What you will do:
What lines in the entries below contain the word "arrive"? Copy all of them.

======

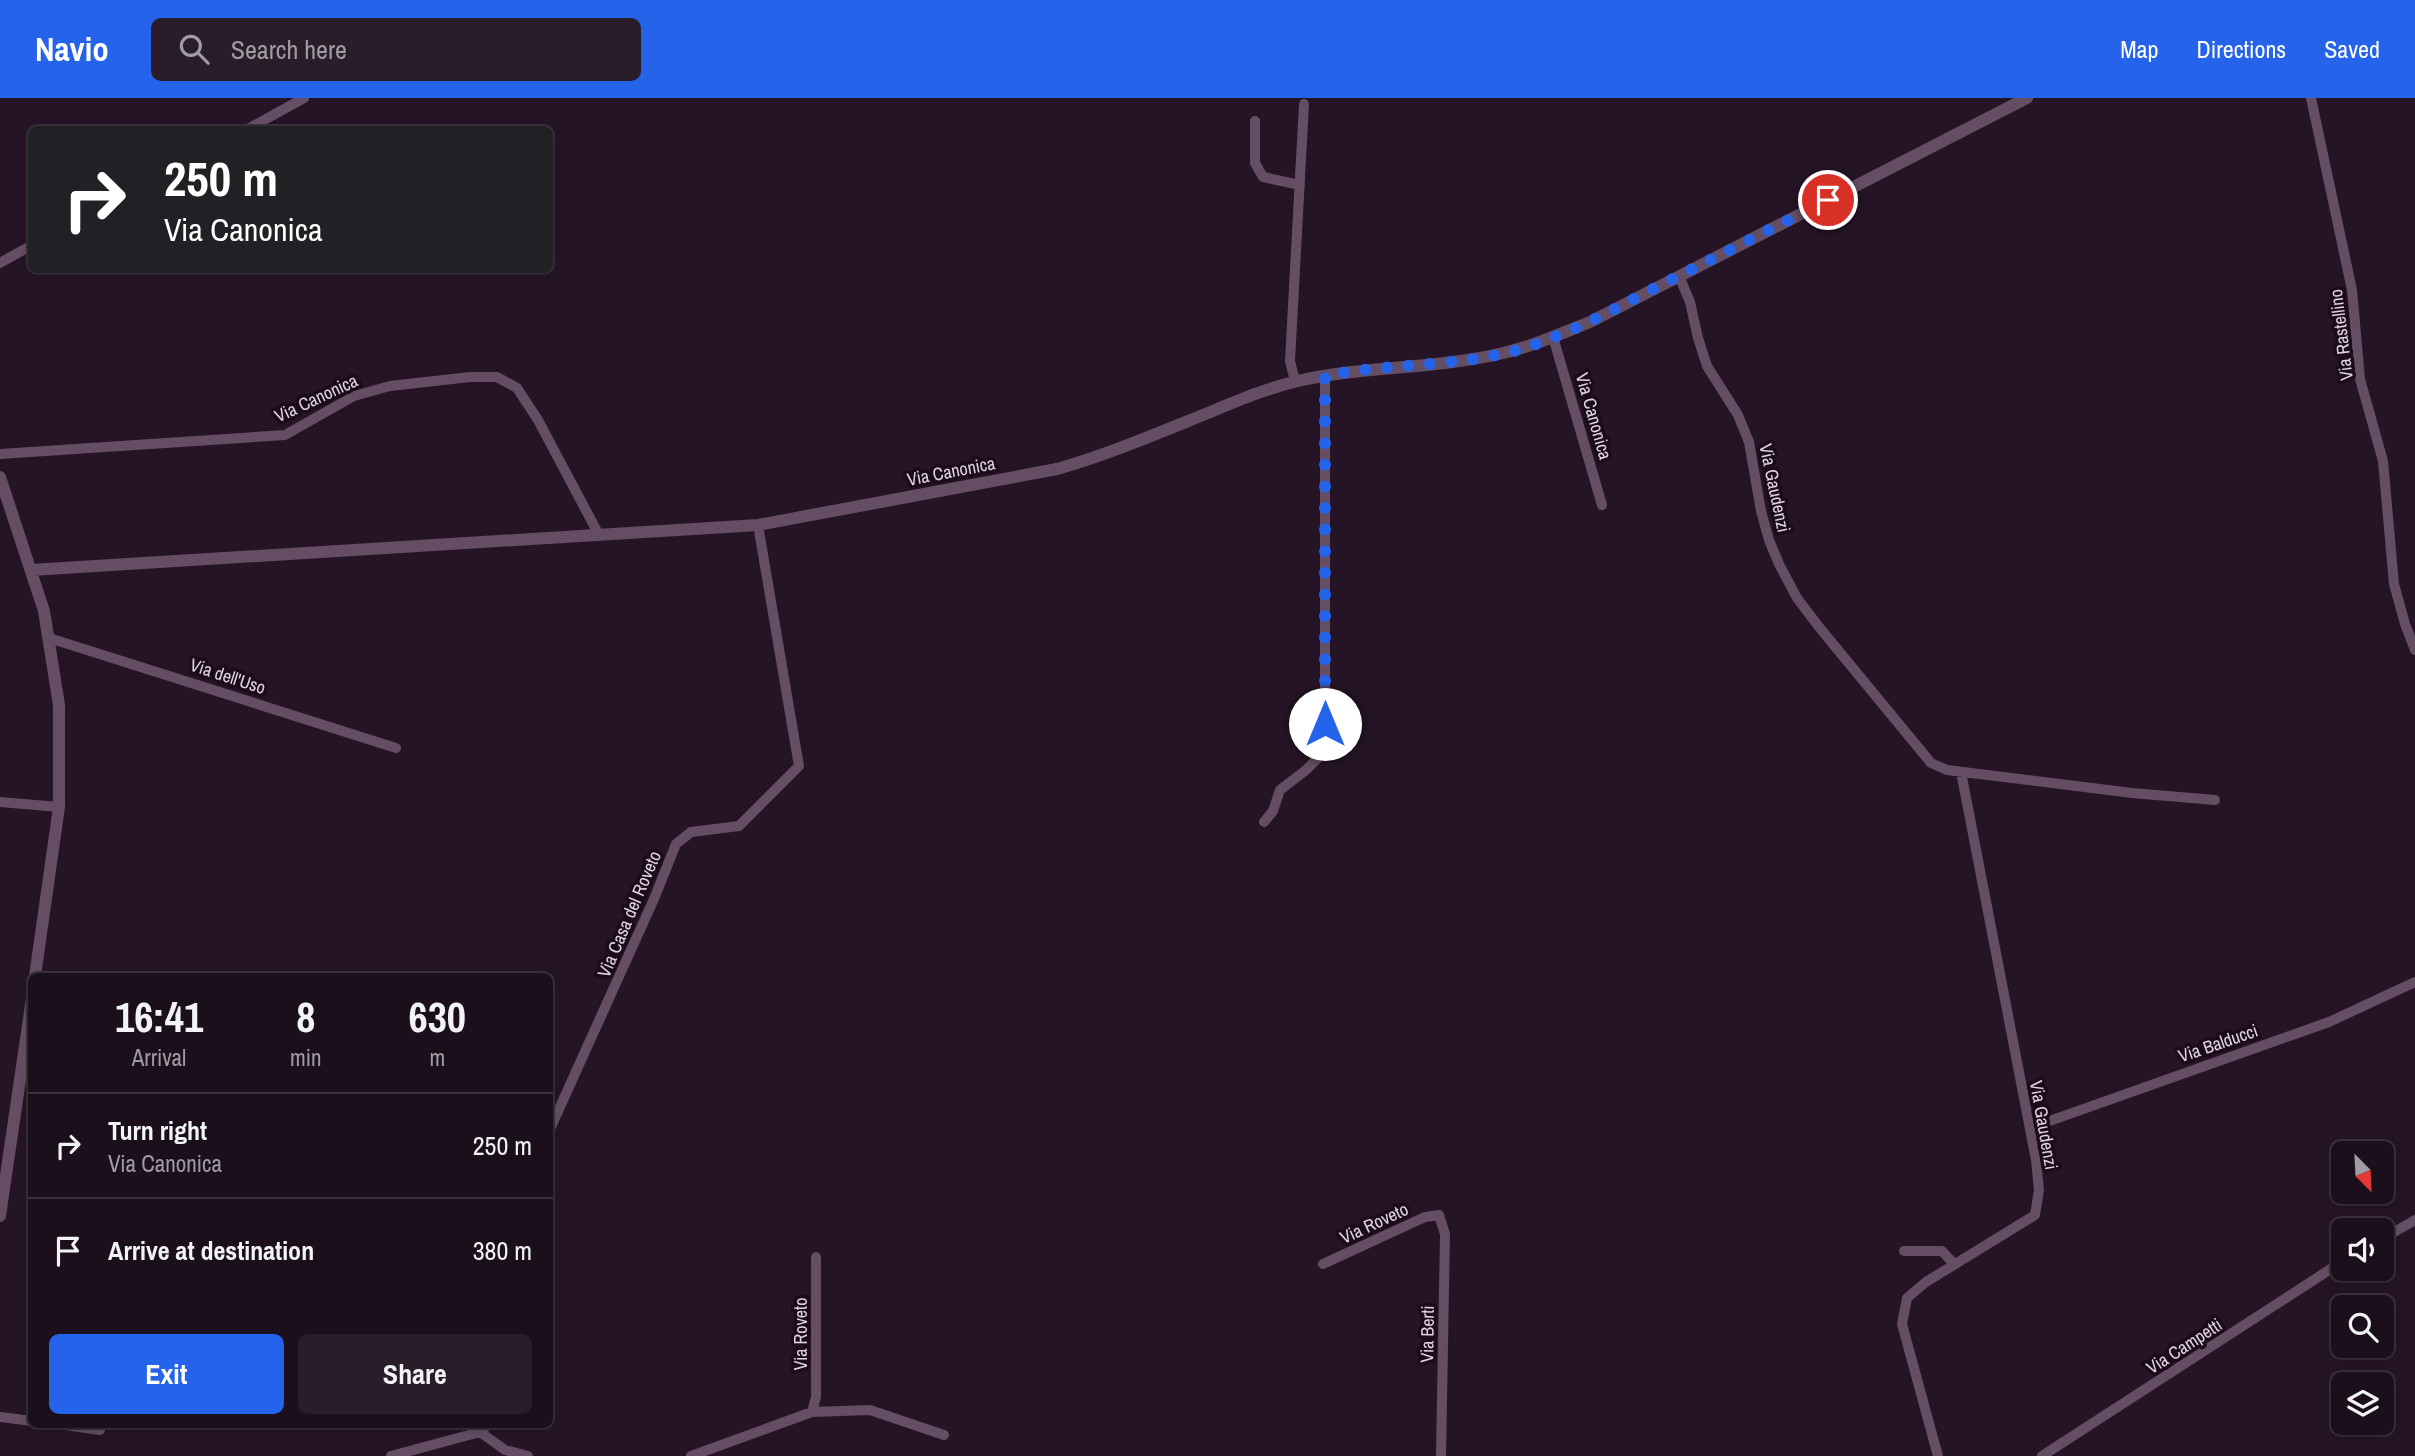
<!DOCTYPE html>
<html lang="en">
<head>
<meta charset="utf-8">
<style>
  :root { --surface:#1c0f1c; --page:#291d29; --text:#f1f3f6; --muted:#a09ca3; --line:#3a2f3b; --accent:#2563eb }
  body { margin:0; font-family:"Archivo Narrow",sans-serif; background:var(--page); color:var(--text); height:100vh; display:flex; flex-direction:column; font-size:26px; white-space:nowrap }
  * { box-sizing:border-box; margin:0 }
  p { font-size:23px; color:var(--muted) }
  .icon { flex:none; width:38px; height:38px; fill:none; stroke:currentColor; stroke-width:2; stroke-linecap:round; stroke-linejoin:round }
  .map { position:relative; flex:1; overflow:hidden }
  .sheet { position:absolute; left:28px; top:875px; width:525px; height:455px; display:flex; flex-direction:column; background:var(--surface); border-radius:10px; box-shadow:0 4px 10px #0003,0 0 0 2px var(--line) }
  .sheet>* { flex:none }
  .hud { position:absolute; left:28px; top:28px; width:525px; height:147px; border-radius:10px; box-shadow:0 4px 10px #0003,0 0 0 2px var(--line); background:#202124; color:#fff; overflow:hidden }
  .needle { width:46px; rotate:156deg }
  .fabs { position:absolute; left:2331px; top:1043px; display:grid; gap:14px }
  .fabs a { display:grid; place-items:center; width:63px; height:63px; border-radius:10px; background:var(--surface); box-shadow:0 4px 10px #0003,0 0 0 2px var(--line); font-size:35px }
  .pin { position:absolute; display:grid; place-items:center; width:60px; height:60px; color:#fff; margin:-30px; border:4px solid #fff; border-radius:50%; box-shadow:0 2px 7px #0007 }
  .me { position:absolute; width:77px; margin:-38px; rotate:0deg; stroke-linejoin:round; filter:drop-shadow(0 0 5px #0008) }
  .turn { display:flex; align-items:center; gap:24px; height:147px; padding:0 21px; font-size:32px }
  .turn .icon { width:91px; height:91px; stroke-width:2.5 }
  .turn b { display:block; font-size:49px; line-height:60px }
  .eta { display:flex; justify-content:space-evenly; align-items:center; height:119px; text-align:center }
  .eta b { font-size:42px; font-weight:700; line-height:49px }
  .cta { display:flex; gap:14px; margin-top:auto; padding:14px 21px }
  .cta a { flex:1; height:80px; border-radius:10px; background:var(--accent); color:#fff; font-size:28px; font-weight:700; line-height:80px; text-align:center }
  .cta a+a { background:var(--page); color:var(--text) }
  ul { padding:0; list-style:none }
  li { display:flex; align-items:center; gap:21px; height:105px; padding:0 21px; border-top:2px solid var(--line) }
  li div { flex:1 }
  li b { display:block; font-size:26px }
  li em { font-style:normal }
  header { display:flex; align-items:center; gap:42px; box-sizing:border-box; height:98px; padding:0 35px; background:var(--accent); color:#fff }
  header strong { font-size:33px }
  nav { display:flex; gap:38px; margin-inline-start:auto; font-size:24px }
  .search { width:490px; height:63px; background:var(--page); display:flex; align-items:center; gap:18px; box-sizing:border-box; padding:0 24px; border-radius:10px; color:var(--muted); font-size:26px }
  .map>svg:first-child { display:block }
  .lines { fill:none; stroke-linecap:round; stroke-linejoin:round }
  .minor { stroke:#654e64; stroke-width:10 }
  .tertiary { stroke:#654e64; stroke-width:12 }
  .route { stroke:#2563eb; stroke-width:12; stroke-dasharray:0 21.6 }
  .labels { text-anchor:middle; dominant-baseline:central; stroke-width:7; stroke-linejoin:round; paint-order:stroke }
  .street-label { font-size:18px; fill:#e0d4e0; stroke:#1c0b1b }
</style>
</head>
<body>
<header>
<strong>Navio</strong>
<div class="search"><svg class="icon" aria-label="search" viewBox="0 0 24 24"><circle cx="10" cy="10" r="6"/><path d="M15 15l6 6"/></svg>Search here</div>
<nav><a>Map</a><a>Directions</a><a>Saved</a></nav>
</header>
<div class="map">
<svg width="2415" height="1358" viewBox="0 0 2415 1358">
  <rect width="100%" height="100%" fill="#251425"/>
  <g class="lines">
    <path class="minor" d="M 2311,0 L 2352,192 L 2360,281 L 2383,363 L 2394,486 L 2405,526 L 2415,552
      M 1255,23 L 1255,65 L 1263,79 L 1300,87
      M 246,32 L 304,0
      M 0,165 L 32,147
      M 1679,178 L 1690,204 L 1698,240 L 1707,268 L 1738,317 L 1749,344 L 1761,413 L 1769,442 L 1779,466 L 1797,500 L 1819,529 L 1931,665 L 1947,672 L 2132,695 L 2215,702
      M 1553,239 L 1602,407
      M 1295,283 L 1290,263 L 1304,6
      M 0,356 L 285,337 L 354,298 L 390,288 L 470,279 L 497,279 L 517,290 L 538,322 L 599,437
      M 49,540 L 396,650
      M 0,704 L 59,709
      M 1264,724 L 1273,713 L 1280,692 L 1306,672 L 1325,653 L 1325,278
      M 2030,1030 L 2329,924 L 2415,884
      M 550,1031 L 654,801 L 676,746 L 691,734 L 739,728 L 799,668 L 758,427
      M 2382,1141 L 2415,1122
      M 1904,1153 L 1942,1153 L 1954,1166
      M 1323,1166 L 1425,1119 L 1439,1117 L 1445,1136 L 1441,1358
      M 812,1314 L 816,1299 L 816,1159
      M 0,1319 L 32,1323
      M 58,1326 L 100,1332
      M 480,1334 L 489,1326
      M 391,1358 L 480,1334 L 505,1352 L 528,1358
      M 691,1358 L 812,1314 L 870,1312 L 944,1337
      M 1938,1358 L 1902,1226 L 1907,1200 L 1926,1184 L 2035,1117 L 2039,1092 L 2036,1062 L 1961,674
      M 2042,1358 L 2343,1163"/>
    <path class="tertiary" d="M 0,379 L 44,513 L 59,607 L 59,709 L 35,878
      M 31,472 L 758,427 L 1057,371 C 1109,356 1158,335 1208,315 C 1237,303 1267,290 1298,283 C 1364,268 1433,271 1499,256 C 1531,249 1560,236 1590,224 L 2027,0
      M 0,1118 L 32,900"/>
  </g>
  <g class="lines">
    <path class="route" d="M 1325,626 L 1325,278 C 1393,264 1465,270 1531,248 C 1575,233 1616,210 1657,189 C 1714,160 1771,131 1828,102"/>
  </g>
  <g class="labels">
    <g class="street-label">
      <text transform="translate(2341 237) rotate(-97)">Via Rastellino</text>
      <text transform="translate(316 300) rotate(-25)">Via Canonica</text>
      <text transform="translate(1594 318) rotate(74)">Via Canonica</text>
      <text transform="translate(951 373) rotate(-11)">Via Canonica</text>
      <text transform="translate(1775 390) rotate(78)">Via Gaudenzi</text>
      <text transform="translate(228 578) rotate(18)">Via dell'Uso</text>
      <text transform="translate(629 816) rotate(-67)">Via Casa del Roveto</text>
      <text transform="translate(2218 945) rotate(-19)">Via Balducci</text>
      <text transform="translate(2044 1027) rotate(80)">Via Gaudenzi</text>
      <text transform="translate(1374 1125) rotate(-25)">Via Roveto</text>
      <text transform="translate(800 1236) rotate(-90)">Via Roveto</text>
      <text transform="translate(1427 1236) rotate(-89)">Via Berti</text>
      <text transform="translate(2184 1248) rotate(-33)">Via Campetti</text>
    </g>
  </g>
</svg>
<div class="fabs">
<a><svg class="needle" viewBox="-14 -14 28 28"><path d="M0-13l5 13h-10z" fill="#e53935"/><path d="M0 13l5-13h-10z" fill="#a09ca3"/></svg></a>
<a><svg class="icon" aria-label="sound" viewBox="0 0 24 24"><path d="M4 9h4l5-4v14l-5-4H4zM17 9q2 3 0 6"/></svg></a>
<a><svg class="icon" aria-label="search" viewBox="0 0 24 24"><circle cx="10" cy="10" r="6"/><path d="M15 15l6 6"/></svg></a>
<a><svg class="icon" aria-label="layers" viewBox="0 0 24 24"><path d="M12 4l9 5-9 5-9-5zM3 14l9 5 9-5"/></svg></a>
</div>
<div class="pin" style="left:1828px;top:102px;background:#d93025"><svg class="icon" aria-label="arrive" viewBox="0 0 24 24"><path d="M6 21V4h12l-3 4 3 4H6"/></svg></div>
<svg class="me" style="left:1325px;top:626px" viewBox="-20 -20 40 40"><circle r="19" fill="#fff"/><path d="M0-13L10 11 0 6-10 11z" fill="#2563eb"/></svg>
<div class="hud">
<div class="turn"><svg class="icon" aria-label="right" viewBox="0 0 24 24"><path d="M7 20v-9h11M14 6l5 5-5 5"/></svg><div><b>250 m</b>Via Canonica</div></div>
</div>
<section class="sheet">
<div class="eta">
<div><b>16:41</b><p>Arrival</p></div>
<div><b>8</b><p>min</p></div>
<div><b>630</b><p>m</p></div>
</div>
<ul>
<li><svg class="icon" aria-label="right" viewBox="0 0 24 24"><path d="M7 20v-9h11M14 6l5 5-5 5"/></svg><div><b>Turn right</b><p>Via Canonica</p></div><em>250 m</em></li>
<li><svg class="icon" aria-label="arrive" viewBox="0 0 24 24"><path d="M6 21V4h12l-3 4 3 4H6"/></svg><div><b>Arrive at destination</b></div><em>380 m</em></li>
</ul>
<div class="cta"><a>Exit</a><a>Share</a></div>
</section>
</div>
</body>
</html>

======

Written solution:
<div class="pin" style="left:1828px;top:102px;background:#d93025"><svg class="icon" aria-label="arrive" viewBox="0 0 24 24"><path d="M6 21V4h12l-3 4 3 4H6"/></svg></div>
<li><svg class="icon" aria-label="arrive" viewBox="0 0 24 24"><path d="M6 21V4h12l-3 4 3 4H6"/></svg><div><b>Arrive at destination</b></div><em>380 m</em></li>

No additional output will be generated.